TASK DIRECTIONS: Among these records, which lines include "JSON"? Copy them out.

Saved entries
*-*-*

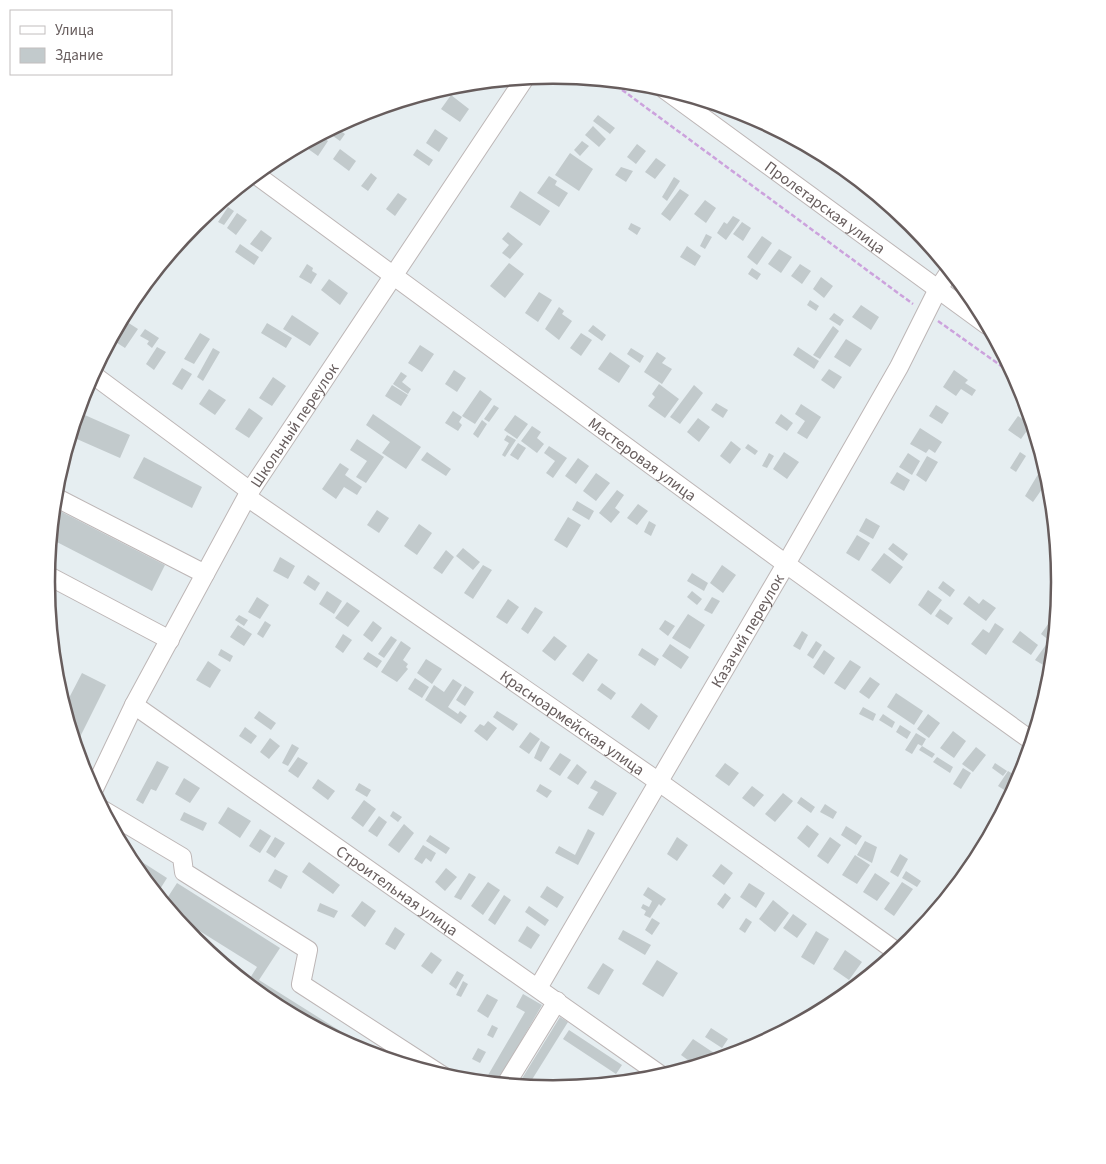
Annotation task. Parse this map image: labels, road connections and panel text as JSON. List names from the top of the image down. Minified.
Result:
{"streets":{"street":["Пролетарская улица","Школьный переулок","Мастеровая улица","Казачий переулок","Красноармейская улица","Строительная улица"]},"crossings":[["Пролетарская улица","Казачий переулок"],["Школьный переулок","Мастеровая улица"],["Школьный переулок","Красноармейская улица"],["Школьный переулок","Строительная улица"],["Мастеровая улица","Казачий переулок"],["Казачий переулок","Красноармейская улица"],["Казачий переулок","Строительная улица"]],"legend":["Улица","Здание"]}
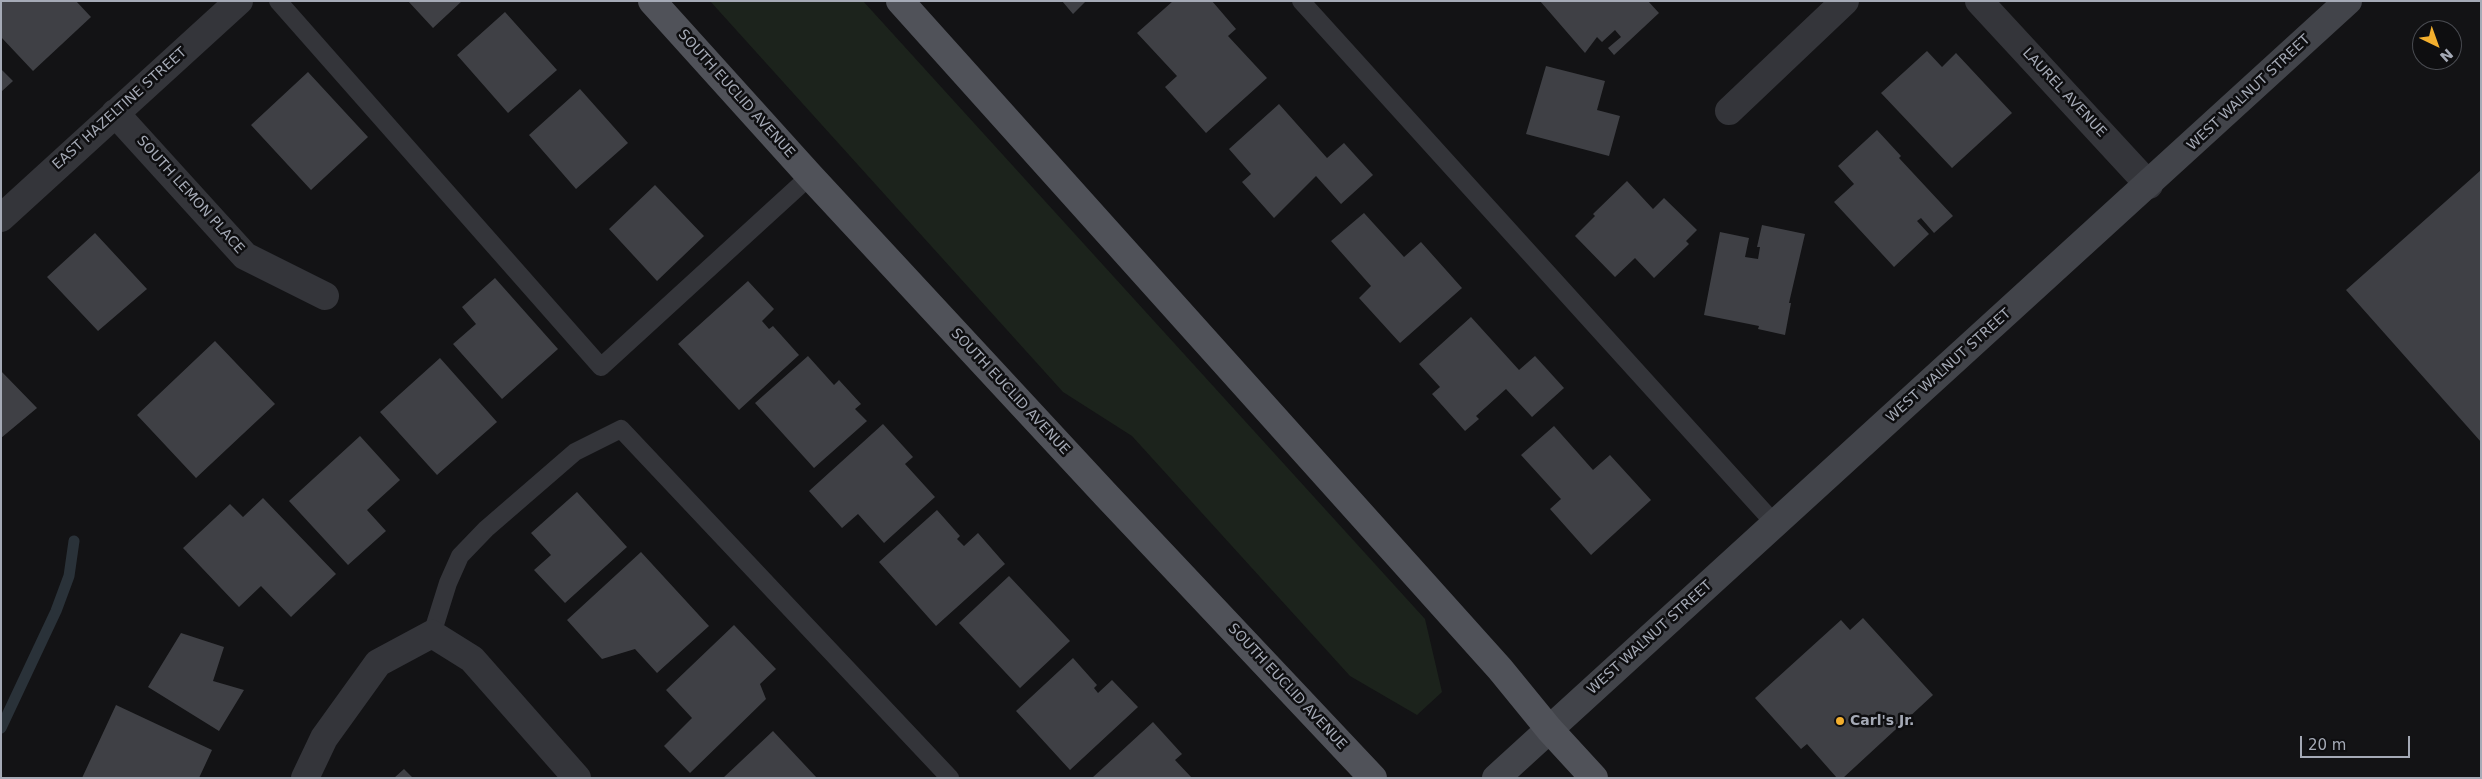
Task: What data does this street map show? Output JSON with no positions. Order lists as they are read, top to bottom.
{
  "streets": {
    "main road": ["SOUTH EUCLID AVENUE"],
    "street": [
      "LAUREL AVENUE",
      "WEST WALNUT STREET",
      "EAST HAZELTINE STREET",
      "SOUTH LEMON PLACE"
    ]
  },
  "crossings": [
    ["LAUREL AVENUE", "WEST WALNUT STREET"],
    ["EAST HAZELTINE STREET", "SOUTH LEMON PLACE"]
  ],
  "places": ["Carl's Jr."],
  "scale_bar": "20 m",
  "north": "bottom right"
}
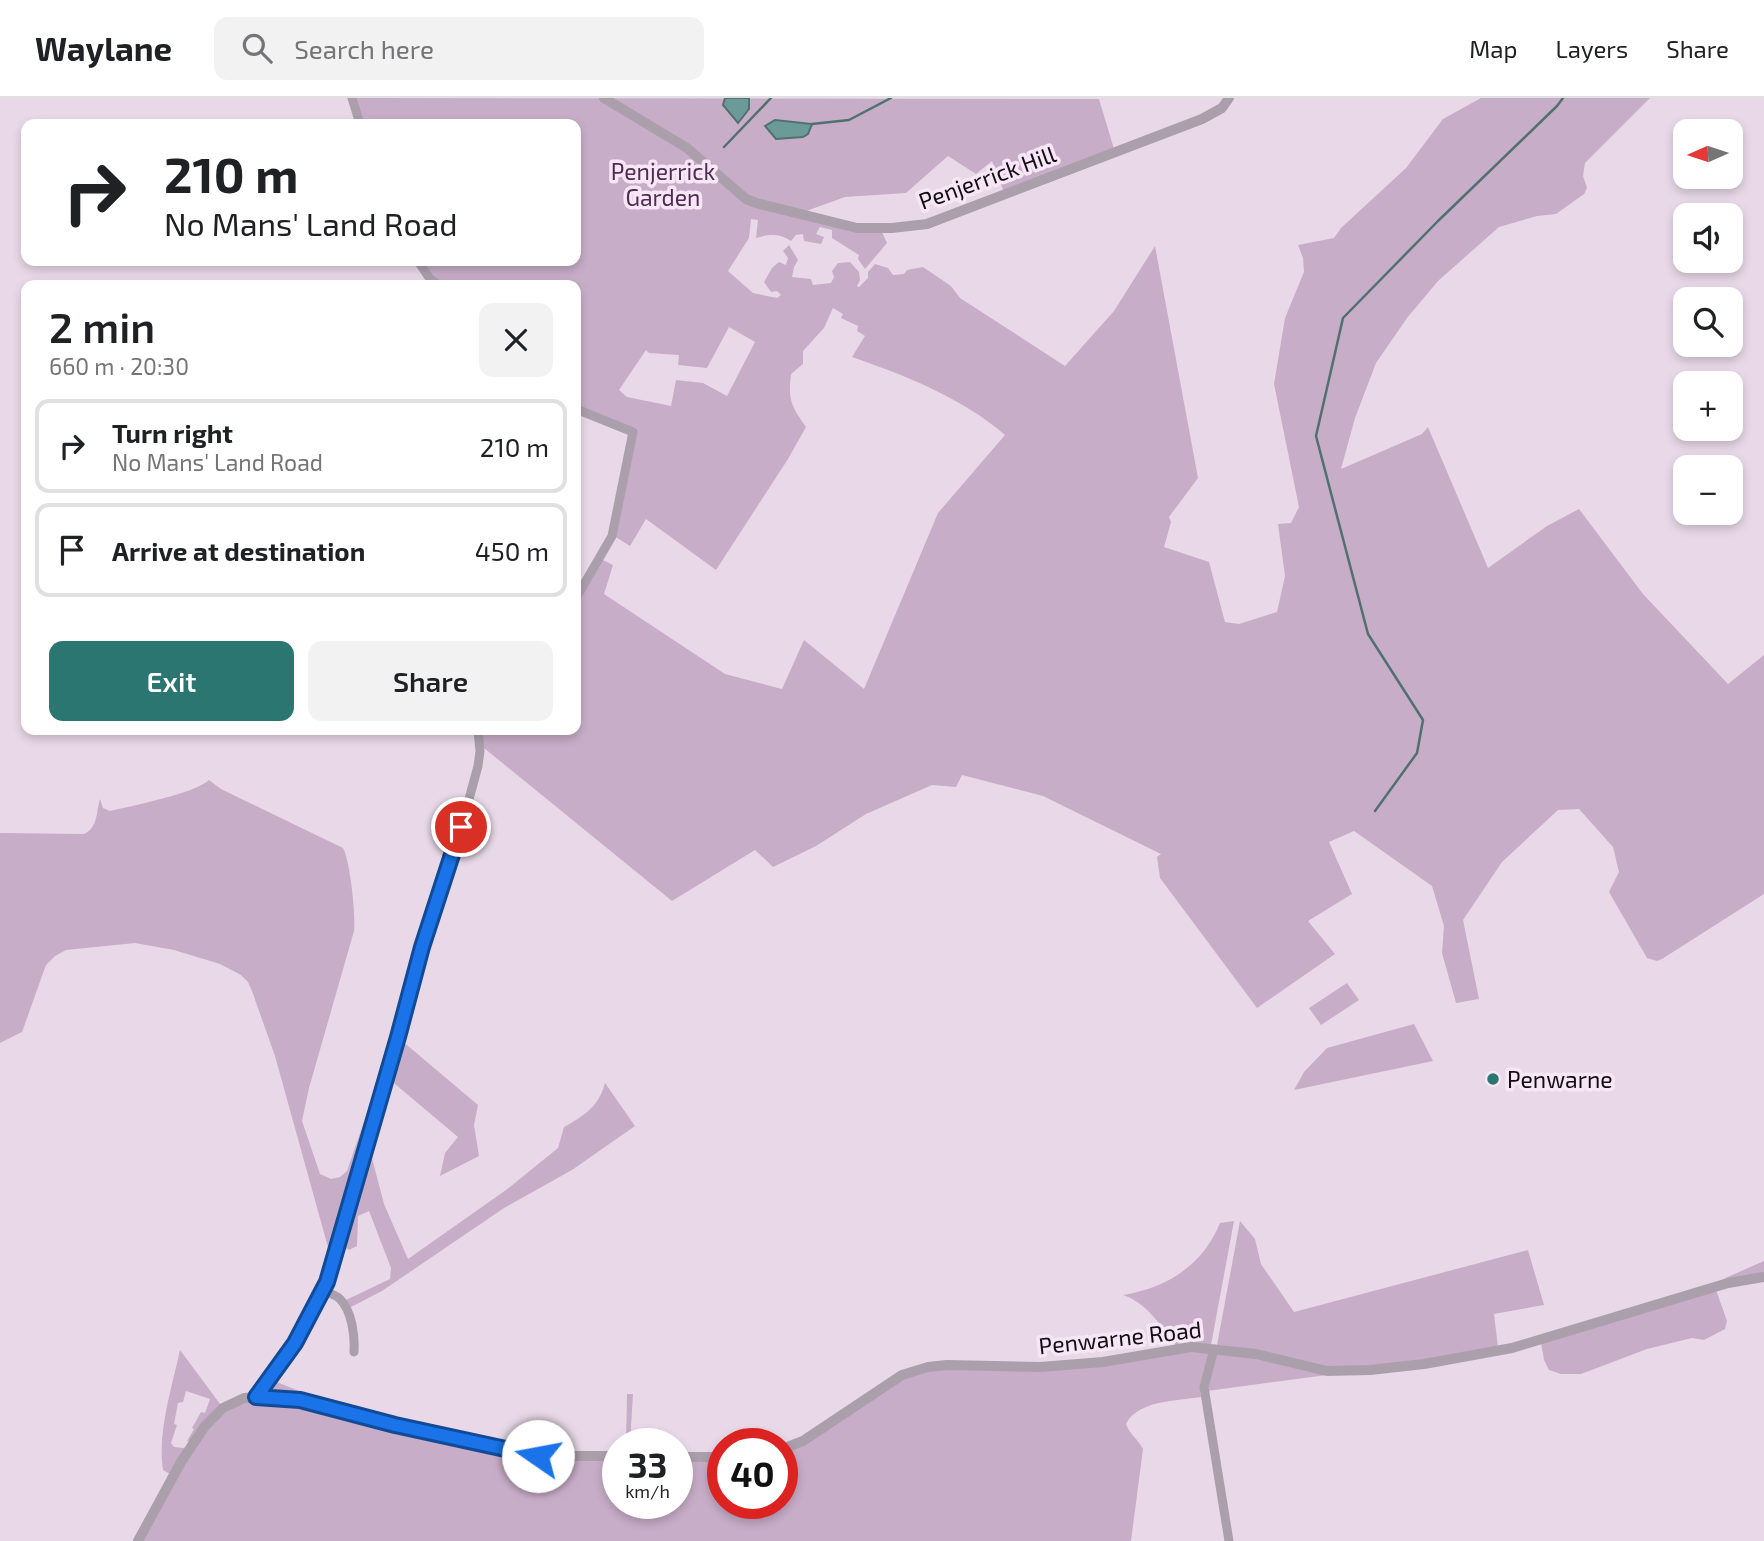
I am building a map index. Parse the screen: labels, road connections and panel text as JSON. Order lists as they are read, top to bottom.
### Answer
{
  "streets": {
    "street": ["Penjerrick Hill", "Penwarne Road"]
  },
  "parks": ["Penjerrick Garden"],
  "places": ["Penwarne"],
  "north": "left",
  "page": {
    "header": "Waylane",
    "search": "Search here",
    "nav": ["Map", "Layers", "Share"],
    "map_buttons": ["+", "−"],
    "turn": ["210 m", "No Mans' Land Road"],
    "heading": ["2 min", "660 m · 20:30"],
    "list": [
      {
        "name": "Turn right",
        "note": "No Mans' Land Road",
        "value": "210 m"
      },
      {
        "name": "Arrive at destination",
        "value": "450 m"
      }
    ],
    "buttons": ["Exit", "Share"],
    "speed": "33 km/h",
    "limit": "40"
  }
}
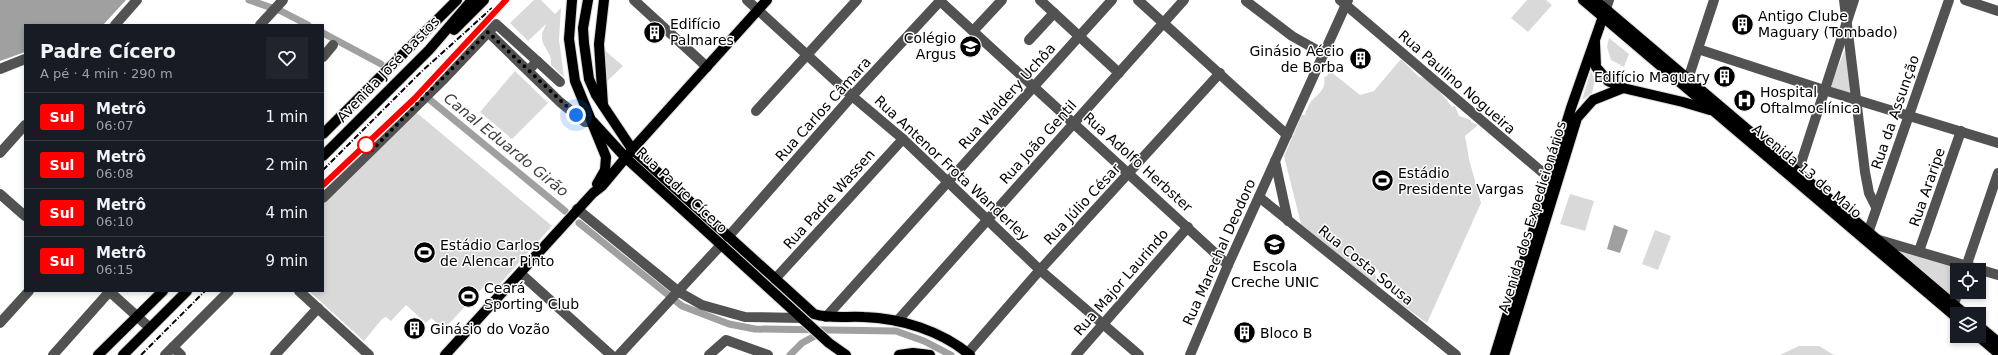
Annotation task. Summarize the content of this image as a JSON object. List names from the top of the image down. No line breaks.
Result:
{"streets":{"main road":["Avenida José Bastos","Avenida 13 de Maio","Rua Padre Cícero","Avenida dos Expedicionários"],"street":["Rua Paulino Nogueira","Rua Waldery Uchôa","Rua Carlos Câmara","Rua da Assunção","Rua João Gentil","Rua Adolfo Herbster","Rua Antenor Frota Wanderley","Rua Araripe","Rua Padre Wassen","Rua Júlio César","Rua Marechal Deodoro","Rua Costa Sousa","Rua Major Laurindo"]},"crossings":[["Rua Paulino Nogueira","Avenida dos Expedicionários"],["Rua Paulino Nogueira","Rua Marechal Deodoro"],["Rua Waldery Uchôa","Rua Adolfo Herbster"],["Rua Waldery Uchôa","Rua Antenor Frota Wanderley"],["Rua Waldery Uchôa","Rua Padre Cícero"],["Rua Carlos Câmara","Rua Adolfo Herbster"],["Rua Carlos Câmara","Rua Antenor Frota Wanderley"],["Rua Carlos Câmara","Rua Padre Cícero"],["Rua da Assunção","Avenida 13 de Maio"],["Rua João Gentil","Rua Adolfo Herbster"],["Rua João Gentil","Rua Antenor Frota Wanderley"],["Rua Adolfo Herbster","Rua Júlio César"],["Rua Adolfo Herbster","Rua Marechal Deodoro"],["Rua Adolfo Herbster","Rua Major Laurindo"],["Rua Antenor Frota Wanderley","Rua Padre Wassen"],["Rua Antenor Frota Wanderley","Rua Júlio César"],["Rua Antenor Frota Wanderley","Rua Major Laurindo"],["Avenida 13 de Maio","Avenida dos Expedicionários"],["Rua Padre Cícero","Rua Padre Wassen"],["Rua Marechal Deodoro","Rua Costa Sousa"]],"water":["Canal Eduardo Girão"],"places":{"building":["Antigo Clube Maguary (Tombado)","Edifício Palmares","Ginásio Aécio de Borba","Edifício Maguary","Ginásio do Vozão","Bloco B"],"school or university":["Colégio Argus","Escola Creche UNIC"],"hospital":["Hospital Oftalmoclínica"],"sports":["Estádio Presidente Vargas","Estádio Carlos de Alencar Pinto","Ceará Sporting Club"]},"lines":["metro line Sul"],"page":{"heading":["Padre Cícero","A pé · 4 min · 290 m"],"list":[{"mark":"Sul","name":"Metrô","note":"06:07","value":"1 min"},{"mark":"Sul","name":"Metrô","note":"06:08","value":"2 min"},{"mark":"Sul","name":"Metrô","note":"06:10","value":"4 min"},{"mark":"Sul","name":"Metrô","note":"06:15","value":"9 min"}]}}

*-*-*

THE COMPLETED TASK:
Annotation task. Parse this map image: labels, road connections and panel text as JSON. List names from the top of the image down. Minified.
Task: What data does this street map show? Output JSON with no positions. Order lists as they are read, top to bottom.
I am building a map index. Parse the screen: labels, road connections and panel text as JSON. Order lists as they are read, top to bottom.
Annotation task. Summarize the content of this image as a JSON object. List names from the top of the image down. No line breaks.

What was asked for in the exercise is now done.